====== Record extracts
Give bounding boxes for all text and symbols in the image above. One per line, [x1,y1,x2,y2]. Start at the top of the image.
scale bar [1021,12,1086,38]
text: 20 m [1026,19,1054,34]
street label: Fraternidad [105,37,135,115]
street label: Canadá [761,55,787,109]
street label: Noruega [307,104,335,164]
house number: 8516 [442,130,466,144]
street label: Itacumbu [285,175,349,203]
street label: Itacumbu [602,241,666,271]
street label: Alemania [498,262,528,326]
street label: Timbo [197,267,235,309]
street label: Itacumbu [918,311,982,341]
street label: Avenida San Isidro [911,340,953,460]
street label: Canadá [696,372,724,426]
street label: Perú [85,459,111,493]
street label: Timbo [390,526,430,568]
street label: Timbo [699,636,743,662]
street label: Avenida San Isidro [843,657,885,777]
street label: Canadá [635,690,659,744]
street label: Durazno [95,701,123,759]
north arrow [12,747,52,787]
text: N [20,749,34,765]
============
#### Exercise description
Return the listing above exactly, line for line.

#### Solution to this task
Give bounding boxes for all text and symbols in the image above. One per line, [x1,y1,x2,y2]. Start at the top of the image.
scale bar [1021,12,1086,38]
text: 20 m [1026,19,1054,34]
street label: Fraternidad [105,37,135,115]
street label: Canadá [761,55,787,109]
street label: Noruega [307,104,335,164]
house number: 8516 [442,130,466,144]
street label: Itacumbu [285,175,349,203]
street label: Itacumbu [602,241,666,271]
street label: Alemania [498,262,528,326]
street label: Timbo [197,267,235,309]
street label: Itacumbu [918,311,982,341]
street label: Avenida San Isidro [911,340,953,460]
street label: Canadá [696,372,724,426]
street label: Perú [85,459,111,493]
street label: Timbo [390,526,430,568]
street label: Timbo [699,636,743,662]
street label: Avenida San Isidro [843,657,885,777]
street label: Canadá [635,690,659,744]
street label: Durazno [95,701,123,759]
north arrow [12,747,52,787]
text: N [20,749,34,765]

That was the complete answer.